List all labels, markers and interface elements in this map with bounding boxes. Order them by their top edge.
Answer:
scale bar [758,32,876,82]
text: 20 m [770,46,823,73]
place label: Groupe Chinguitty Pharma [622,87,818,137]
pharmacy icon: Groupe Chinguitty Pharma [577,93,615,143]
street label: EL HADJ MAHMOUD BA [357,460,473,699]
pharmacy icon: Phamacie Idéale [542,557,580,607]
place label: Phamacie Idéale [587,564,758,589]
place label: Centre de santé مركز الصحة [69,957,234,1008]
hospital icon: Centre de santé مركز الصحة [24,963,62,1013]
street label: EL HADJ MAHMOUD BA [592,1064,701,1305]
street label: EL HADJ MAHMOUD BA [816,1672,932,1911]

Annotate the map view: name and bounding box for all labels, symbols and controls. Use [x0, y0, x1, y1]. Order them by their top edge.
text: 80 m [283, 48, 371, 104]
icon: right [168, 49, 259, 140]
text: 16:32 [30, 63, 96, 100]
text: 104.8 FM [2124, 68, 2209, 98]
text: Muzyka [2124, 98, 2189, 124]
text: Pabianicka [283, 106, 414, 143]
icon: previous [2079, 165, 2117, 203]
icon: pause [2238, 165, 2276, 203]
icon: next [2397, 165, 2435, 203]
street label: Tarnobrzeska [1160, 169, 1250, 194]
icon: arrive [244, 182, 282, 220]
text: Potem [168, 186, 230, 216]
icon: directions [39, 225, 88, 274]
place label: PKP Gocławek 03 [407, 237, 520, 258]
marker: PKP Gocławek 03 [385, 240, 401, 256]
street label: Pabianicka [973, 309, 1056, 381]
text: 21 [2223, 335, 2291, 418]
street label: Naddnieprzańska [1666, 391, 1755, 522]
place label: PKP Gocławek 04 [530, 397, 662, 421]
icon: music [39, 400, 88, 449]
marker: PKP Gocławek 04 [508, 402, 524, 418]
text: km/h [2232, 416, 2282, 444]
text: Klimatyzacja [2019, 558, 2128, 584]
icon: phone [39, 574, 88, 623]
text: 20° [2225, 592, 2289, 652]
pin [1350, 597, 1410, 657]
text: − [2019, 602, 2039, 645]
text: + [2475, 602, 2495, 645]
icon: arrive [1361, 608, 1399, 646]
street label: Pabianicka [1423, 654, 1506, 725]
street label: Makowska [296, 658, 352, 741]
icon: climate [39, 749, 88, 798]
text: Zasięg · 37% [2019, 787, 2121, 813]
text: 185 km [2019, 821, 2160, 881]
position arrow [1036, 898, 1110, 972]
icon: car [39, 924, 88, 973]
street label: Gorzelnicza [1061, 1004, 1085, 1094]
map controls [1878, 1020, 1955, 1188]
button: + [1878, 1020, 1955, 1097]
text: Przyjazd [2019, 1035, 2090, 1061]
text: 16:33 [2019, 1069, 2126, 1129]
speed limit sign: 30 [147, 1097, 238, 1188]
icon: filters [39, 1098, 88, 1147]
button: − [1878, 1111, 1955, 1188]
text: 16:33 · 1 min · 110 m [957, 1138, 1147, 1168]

**WORK REQUIRED**
Take every line above that includes the string "Pabianicka" and return it.

**WORKED SOLUTION**
text: Pabianicka [283, 106, 414, 143]
street label: Pabianicka [973, 309, 1056, 381]
street label: Pabianicka [1423, 654, 1506, 725]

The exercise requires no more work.